L’enjeu pour la Fneafh est d’obtenir un cadre spécifique pour ces établissements associatifs qui les distingue clairement des « hôtels hospitaliers » (voir encadré, page 28). Celle-ci est d’autant plus vigilante qu’un amendement au projet de loi de financement de la sécurité sociale pour 2015, qui a été adopté en première lecture le 28 octobre à l’Assemblée nationale, maintient une ambiguïté. Il permet aux établissements de santé de proposer à leurs patients « une prestation d’hébergement temporaire non médicalisée », en amont ou en aval de leur hospitalisation, qui peut être déléguée à un tiers par voie de convention. Un appel à projets national devrait permettre des expérimentations. La formulation très générale englobe les maisons d’accueil hospitalières et les hôtels à but lucratif sans faire de distinction, regrette Daniel Erhel. Qui craint par ailleurs que les hôpitaux publics lancent des appels d’offres mettant en concurrence les deux formules « en se référant à des critères limités ».
Il existe une soixantaine d’établissements d’accueil et d’hébergement des familles de personnes hospitalisées en France, dont une dizaine gérée par la Fondation Ronald-Mac Donald (spécialisée dans les maisons de parents d’enfants hospitalisés) et une dizaine par l’Ordre de Malte sous l’appellation de « maisons Saint-Jean ». La Fédération nationale des établissements d’accueil pour familles d’hospitalisés (Fneafh) regroupe 36 établissements (de 15 à 110 places) dont 28 sont conventionnés avec la caisse nationale de l’assurance maladie des travailleurs salariés. Selon la Fneafh, l’ensemble du secteur représenterait plus de 1500 lits et réaliserait environ 50 000 accueils pour 400 000 nuitées par an.
Dans le contexte de recomposition de l’offre de soins et du développement des soins ambulatoires, le paysage de l’hébergement à proximité des hôpitaux est en train d’évoluer. En témoigne la multiplication de conventions entre des établissements de soins (en général des cliniques privées à but lucratif) et des hôtels situés non loin pour accueillir des proches ou des malades en traitement ambulatoire. Parallèlement, des entreprises privées se positionnent également sur ce marché émergent : « Un nouveau type d’organismes hôteliers s’implante auprès des hôpitaux en proposant des nuits à 70€ environ pour les patients en soins ambulatoires : imaginez le coût lorsque le traitement dure plusieurs jours, voire plusieurs semaines », dénonce Christine Scaramozzino, présidente de la Maison du bonheur, qui s’occupe d’une maison hospitalière à Nice.

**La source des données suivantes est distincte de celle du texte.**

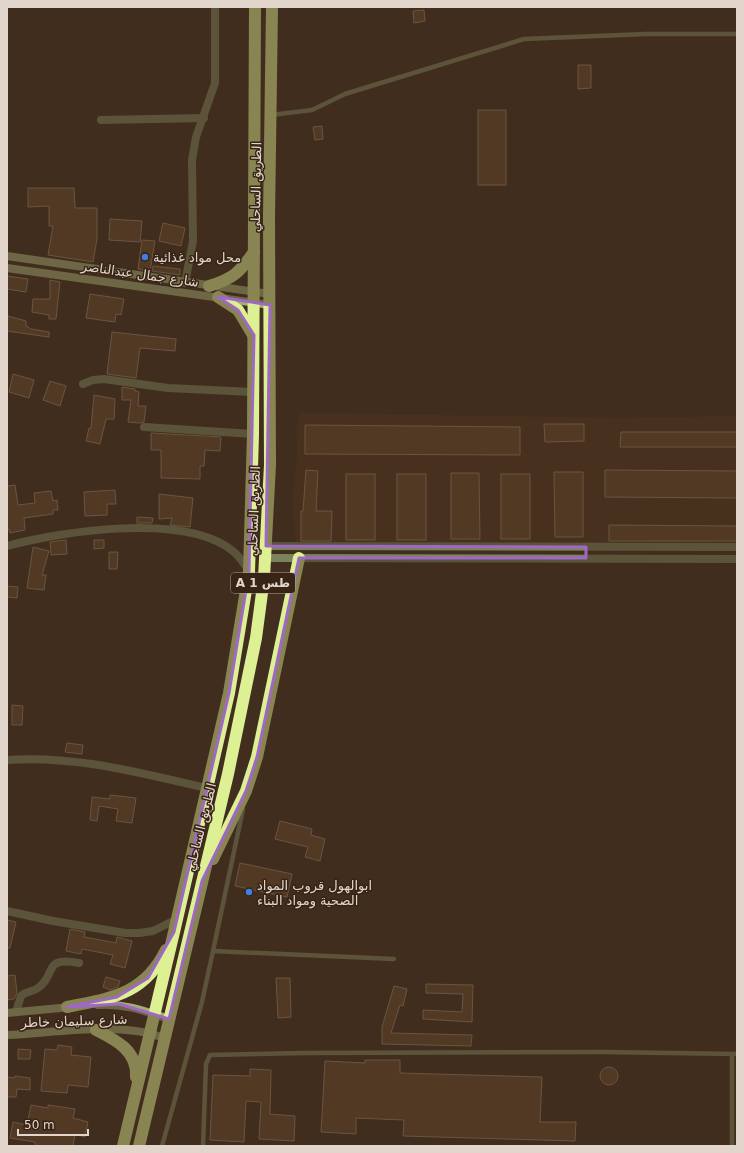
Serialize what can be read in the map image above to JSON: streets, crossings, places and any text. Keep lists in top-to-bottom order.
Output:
{
  "streets": {
    "highway": ["الطريق الساحلي", "A 1 طس"],
    "main road": ["شارع جمال عبدالناصر", "شارع سليمان خاطر"]
  },
  "crossings": [
    ["الطريق الساحلي", "شارع جمال عبدالناصر"],
    ["الطريق الساحلي", "شارع سليمان خاطر"]
  ],
  "places": ["محل مواد غذائية", "ابوالهول قروب المواد الصحية ومواد البناء"],
  "scale_bar": "50 m"
}
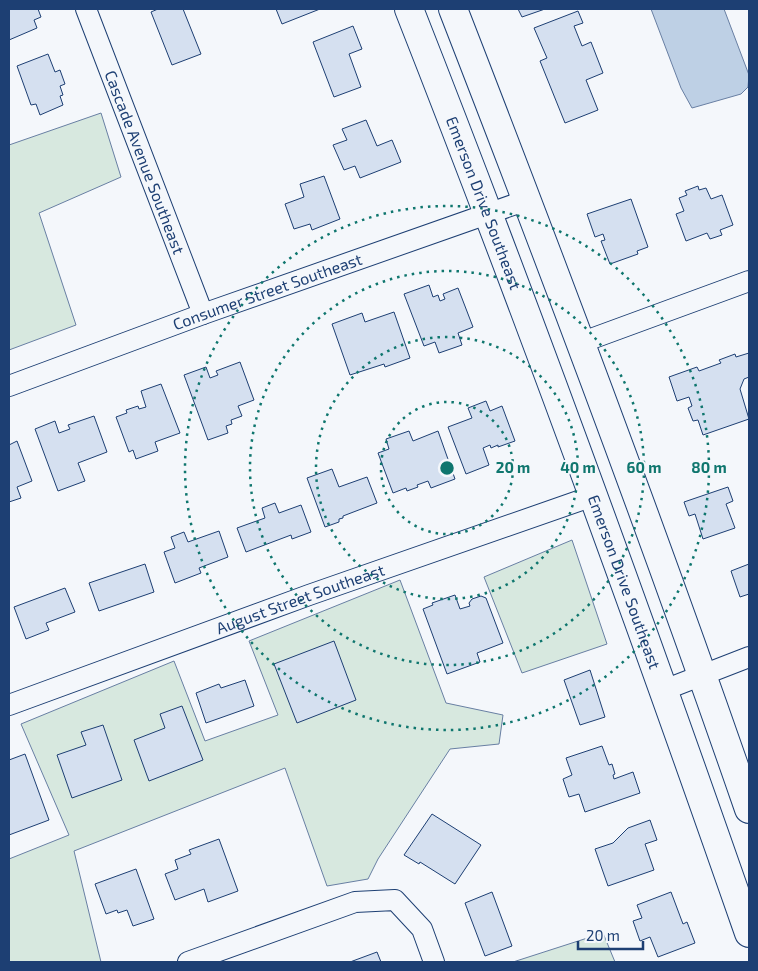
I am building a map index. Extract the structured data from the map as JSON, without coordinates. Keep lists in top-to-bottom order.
{
  "streets": {
    "street": [
      "Cascade Avenue Southeast",
      "Emerson Drive Southeast",
      "Consumer Street Southeast",
      "August Street Southeast"
    ]
  },
  "crossings": [
    ["Cascade Avenue Southeast", "Consumer Street Southeast"],
    ["Emerson Drive Southeast", "Consumer Street Southeast"],
    ["Emerson Drive Southeast", "August Street Southeast"]
  ],
  "scale_bar": "20 m",
  "rings": [
    "20 m",
    "40 m",
    "60 m",
    "80 m"
  ]
}
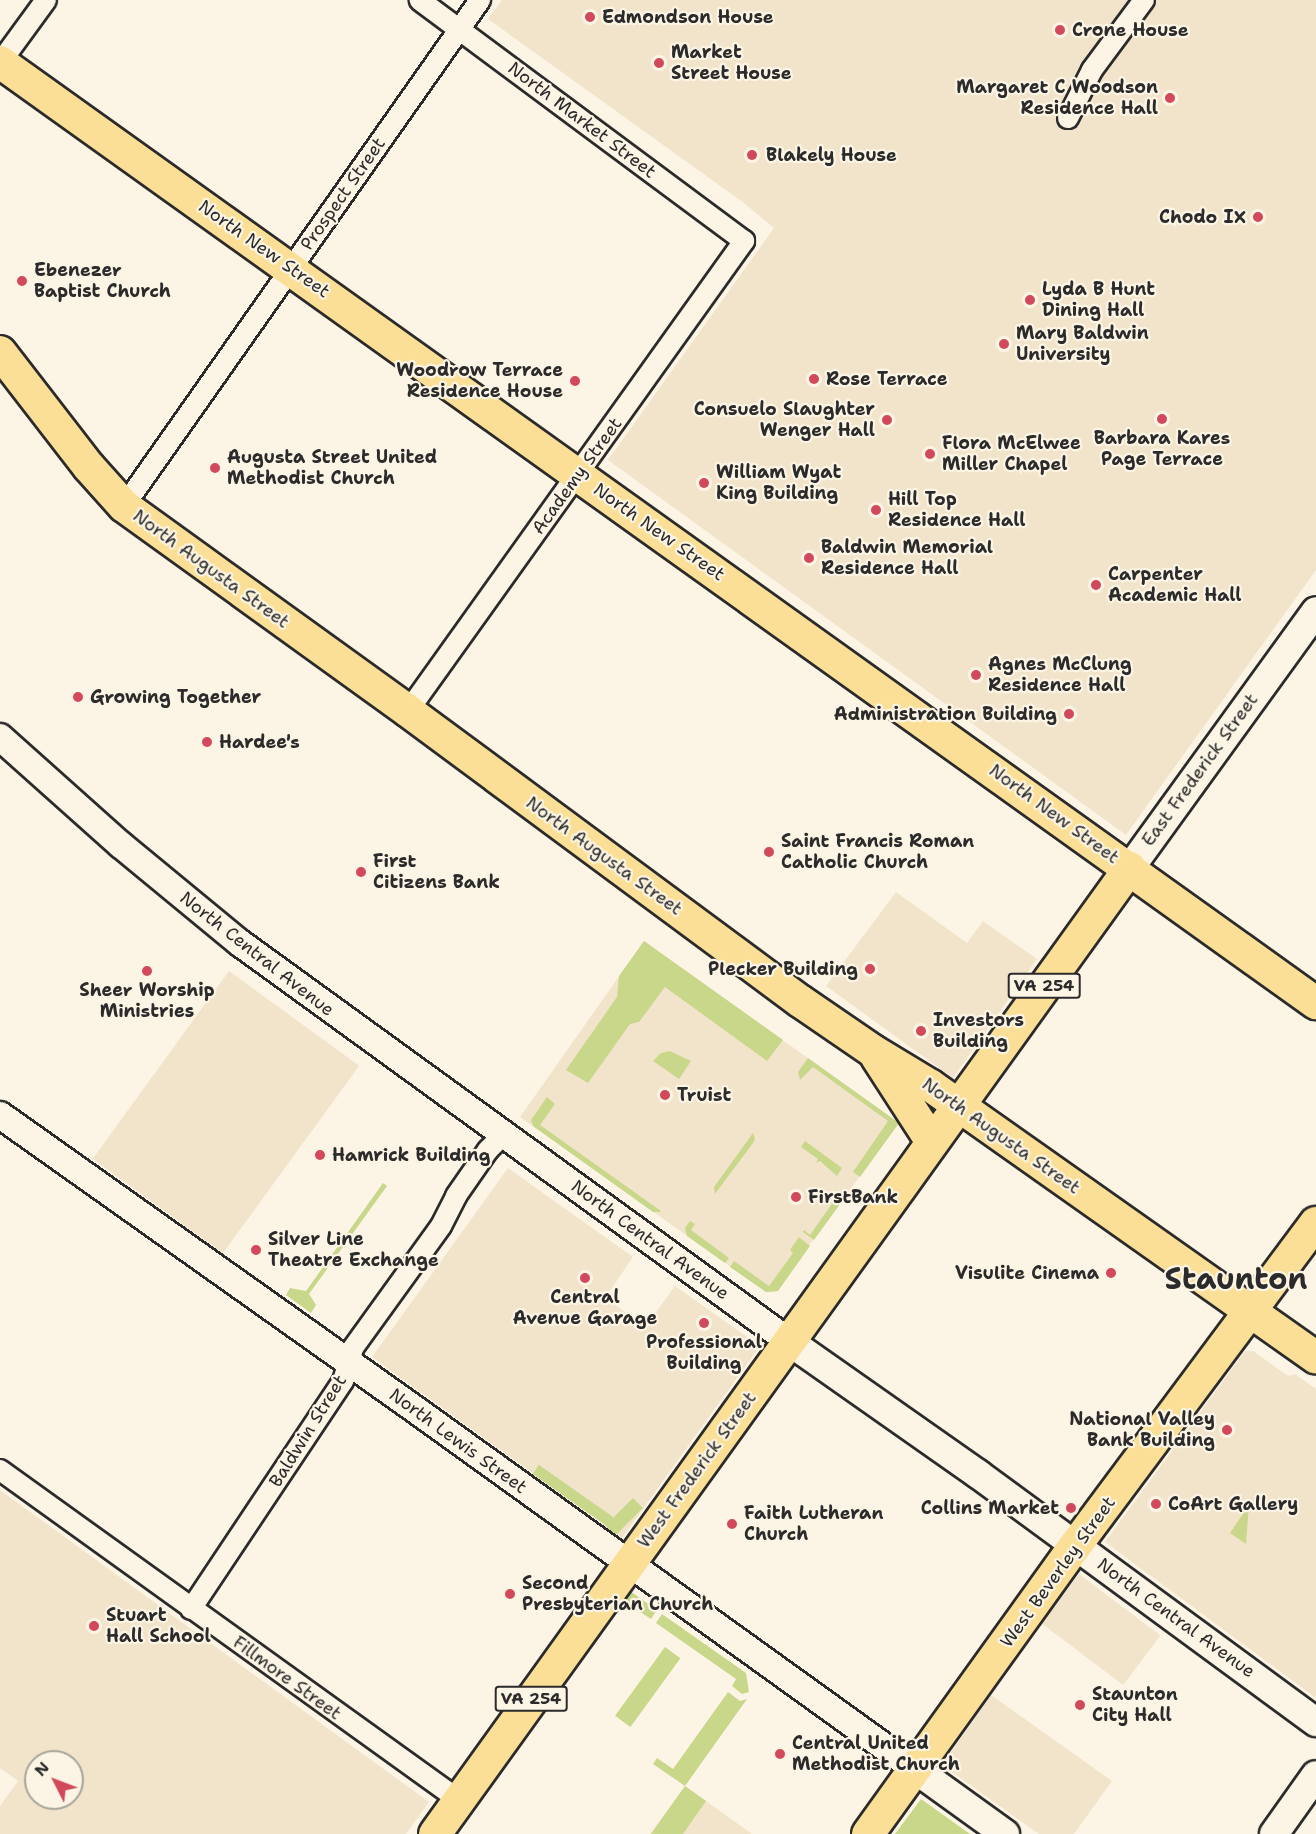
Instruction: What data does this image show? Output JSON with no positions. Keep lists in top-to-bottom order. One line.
{"streets":{"main road":["North New Street","North Augusta Street","East Frederick Street","North Central Avenue","VA 254","West Frederick Street","West Beverley Street"],"street":["North Market Street","Prospect Street","Academy Street","Baldwin Street","North Lewis Street","Fillmore Street"]},"crossings":[["North Market Street","Prospect Street"],["North Market Street","Academy Street"],["Prospect Street","North New Street"],["Prospect Street","North Augusta Street"],["North New Street","Academy Street"],["North New Street","East Frederick Street"],["Academy Street","North Augusta Street"],["North Augusta Street","East Frederick Street"],["North Augusta Street","West Frederick Street"],["North Augusta Street","West Beverley Street"],["East Frederick Street","West Frederick Street"],["North Central Avenue","Baldwin Street"],["North Central Avenue","West Frederick Street"],["North Central Avenue","West Beverley Street"],["Baldwin Street","North Lewis Street"],["Baldwin Street","Fillmore Street"],["North Lewis Street","West Frederick Street"],["North Lewis Street","West Beverley Street"],["West Frederick Street","Fillmore Street"]],"districts":["Staunton"],"places":["Edmondson House","Crone House","Market Street House","Margaret C Woodson Residence Hall","Blakely House","Chodo IX","Ebenezer Baptist Church","Lyda B Hunt Dining Hall","Mary Baldwin University","Rose Terrace","Woodrow Terrace Residence House","Barbara Kares Page Terrace","Consuelo Slaughter Wenger Hall","Flora McElwee Miller Chapel","Augusta Street United Methodist Church","William Wyat King Building","Hill Top Residence Hall","Baldwin Memorial Residence Hall","Carpenter Academic Hall","Agnes McClung Residence Hall","Growing Together","Administration Building","Hardee's","Saint Francis Roman Catholic Church","First Citizens Bank","Plecker Building","Sheer Worship Ministries","Investors Building","Truist","Hamrick Building","FirstBank","Silver Line Theatre Exchange","Visulite Cinema","Central Avenue Garage","Professional Building","National Valley Bank Building","CoArt Gallery","Collins Market","Faith Lutheran Church","Second Presbyterian Church","Stuart Hall School","Staunton City Hall","Central United Methodist Church"],"north":"top left"}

Bien que favorable à la consolidation du statut des maisons d’accueil hospitalières, la Fédération hospitalière de France défend, quant à elle, également le déploiement des « hôtels hospitaliers » (dans l’enceinte de l’hôpital) forte de l’expérimentation menée notamment à l’Hôtel-Dieu à Paris. « Ce type de solution, également marchande, est toutefois très différent de l’accompagnement spécifique proposé par les maisons d’accueil hospitalières », défend Daniel Erhel, président de la Fédération nationale des établissements d’accueil pour familles d’hospitalisés.
(1) De 25 à 75 % du prix du coût du séjour avec un tarif plafond de 32€ la nuit en province et de 41€ en région parisienne.
(2) En lien avec la Fédération nationale d’hébergement VIH, la Fédération des établissements hospitaliers et d’aide à la personne, la Fédération hospitalière de France et la Fédération nationale de la mutualité française– Voir ASH n° 2851 du 14-03-14, p. 19.